Elas entraram na história não é de hoje. Também não é de
agora que elas estão envoltas em projetos de poder político com roupagem religiosa.
Conta história que, no informe Albuquerque de 1514, antes
mesmo que os descobrimentos continentais feitos por espanholes e portugueses
tivessem atraído a maior parte dos colonos, Espanha destinou um milhar de
espanhóis quando só restavam 29.000 indígenas, demonstrando que os anos
primeiros foram terríveis na mortandade dos nativos. Georg Friederici em seu
livro “Caracter del Descubrimiento y la Conquista de America” (Fondo de Cultura
Económica, Mexico, 1987, pg. 397) relata que o cortar das mãos aos prisioneiros
de guerra (nativos) e obrigá-los a sair correndo, era uma crueldade que se
praticava na Espanha antes do descobrimento da América. Na América os espanhóis
fizeram uso destes recursos com uma crueldade ainda mais espantosa, Depois de
cortar as mãos e os pés dos homens e os seios das mulheres, eles os obrigavam a
arrastar-se ou andar até que morressem por esgotamento sanguíneo. Era um
espetáculo que propiciavam aos demais para infundir o terror.
Cieza de León em sua obra “Guerra de Añaquito”, citado pelo
mesmo autor antes mencionado, afirma que “os piores exemplos da pavorosa e
desalmada crueldade e da contextura moral dos conquistadores nos brinda ... no
campo de batalha de Añaquito, onde o licenciado Benito Juarez de Carbajal, como
uma hiena sedenta de sangue, estava em busca do representante do monarca
Carlos, o vice-rei Blasco Nuñes de Vela. Encontrou, por fim, o ancião
dignatário ferido, mas não mortalmente e ainda em estada de consciência. Ele o
cobriu de impropérios e teria cortado pessoalmente a sua cabeça se seu
acompanhante, Pedro de Puelles, não o tivesse alertado da infâmia de tal ação.”

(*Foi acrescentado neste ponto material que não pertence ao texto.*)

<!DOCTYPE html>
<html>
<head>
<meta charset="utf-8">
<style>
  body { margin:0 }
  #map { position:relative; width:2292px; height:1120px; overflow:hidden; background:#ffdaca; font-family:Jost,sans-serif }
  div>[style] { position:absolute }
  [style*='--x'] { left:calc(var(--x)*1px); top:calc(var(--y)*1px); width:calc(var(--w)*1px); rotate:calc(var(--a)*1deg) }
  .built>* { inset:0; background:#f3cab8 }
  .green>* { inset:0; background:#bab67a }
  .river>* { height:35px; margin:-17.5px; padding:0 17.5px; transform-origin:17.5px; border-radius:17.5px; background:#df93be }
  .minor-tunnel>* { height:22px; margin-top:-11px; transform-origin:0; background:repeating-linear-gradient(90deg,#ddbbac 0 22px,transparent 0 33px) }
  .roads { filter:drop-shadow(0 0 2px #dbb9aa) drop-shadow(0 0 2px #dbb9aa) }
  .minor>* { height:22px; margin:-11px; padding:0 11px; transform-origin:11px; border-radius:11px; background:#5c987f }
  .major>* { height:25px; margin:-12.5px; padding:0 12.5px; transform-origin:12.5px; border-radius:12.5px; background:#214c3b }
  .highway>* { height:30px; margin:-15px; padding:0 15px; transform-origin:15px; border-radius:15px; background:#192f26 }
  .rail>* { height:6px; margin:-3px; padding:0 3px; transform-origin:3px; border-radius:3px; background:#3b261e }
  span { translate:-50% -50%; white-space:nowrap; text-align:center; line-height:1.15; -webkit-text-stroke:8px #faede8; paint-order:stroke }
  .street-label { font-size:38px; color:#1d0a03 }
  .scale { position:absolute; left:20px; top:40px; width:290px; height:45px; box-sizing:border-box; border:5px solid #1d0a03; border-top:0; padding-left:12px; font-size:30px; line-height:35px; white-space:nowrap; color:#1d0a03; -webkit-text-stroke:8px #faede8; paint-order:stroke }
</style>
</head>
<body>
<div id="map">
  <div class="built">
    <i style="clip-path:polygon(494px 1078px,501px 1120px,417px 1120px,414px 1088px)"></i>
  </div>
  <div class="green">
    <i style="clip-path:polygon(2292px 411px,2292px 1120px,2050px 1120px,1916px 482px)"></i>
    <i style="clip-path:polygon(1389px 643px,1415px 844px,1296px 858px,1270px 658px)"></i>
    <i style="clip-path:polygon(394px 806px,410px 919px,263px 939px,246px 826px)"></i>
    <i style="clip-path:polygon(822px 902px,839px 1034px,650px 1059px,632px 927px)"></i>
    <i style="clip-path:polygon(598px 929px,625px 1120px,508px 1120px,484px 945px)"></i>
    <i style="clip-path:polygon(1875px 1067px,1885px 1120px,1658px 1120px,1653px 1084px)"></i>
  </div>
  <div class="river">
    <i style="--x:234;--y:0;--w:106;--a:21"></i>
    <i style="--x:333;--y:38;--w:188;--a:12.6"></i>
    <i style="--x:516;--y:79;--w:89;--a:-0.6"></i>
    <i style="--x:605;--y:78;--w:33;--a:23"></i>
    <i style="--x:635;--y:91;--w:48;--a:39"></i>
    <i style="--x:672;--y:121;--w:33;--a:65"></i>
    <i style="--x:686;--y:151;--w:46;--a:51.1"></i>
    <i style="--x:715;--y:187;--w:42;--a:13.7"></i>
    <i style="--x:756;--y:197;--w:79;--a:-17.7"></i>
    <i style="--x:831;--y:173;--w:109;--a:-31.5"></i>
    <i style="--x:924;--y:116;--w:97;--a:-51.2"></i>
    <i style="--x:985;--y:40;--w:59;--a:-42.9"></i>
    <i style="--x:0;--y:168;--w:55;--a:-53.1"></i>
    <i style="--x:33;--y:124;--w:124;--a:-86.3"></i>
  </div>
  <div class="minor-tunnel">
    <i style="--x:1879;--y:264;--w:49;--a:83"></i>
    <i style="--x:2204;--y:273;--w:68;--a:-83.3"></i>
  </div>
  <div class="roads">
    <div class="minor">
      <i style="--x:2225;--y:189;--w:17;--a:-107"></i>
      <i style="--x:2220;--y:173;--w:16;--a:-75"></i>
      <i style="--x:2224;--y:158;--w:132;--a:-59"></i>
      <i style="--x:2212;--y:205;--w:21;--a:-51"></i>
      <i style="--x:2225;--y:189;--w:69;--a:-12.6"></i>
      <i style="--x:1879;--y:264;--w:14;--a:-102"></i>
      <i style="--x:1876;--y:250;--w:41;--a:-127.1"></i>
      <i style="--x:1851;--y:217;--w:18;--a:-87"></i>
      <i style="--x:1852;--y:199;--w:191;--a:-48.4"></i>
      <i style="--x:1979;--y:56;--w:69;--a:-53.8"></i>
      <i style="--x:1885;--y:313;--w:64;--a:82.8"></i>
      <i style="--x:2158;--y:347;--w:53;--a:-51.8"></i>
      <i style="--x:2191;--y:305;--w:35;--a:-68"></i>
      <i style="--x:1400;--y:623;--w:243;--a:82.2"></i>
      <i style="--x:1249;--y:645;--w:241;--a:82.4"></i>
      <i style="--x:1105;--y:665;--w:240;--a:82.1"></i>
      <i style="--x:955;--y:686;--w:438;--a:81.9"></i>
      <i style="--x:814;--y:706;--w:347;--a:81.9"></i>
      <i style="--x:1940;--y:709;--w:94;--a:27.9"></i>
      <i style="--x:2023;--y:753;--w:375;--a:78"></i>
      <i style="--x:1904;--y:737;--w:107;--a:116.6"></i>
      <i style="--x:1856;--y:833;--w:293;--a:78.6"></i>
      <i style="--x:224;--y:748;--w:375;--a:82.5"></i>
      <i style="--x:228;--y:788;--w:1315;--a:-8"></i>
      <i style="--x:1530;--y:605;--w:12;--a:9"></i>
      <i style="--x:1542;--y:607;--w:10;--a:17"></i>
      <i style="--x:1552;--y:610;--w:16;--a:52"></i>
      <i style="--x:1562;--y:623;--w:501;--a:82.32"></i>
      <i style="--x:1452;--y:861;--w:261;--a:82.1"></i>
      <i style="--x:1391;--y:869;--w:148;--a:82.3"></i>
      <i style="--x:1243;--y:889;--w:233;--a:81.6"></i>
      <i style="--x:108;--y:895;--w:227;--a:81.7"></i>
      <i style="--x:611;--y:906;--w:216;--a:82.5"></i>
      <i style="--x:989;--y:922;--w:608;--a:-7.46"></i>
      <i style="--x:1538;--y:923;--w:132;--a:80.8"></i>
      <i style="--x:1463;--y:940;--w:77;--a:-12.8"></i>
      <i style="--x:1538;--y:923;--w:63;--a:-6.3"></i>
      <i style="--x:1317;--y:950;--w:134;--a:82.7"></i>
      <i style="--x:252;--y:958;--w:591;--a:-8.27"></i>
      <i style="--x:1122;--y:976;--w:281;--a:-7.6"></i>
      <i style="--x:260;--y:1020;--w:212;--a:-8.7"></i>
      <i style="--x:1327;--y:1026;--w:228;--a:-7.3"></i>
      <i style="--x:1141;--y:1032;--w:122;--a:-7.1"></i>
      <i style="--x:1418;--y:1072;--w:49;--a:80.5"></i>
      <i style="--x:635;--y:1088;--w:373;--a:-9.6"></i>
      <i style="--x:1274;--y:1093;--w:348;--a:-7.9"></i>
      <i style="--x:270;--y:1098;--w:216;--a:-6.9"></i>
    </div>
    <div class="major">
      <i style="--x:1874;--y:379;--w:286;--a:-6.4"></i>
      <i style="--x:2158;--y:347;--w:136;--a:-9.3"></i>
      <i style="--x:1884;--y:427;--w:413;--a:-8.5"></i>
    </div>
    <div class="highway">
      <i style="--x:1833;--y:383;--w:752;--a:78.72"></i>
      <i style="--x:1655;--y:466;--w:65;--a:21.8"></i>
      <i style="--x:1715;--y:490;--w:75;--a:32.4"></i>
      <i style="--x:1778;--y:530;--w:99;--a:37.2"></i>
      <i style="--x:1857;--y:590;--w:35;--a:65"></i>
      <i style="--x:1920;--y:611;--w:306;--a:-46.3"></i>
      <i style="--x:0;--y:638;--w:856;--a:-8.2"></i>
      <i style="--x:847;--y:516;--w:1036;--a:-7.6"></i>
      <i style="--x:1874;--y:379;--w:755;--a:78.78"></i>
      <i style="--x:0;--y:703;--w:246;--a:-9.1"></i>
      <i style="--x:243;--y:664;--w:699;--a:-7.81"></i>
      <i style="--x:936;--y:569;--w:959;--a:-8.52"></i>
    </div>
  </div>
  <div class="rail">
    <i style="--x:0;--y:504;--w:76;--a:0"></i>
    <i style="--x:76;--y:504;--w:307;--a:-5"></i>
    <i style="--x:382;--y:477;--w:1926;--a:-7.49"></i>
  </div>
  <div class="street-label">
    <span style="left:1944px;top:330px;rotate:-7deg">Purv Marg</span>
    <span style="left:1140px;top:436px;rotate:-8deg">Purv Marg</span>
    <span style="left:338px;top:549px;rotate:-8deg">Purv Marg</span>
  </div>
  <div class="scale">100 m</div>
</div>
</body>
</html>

Conta a história de Blasco Nuñes obrigou a seu escravo a cortar cabeça ao vice-rei,
tomou-a pelas barbas e saiu caminho afora levando o troféu e apresentando-o a
todos quantos encontrava.
No “Arquivo Geral da Índias” se lê que “muita da prata que
se tira daqui para esses reinos é beneficiada com o sangue dos índios e vai
envolta em suas peles” (Dussel, Henrique. Caminhos da Libertação Latino
Americana, Ed. Paulinas, 1989, pg.59).
Bartolomé de la Casas, dominicano e voz profética de denúncia
dos desvarios da corte espanhola, afirmou que “a causa foi a cobiça e ambição
insaciáveis que possuíam, que foram as maiores que podem existir no mundo ...
não tiveram nem respeito, nem estima, que não digo que as trataram como bestas,
mas como menos que esterco das praças” (Dussel, idem, pg 59-60).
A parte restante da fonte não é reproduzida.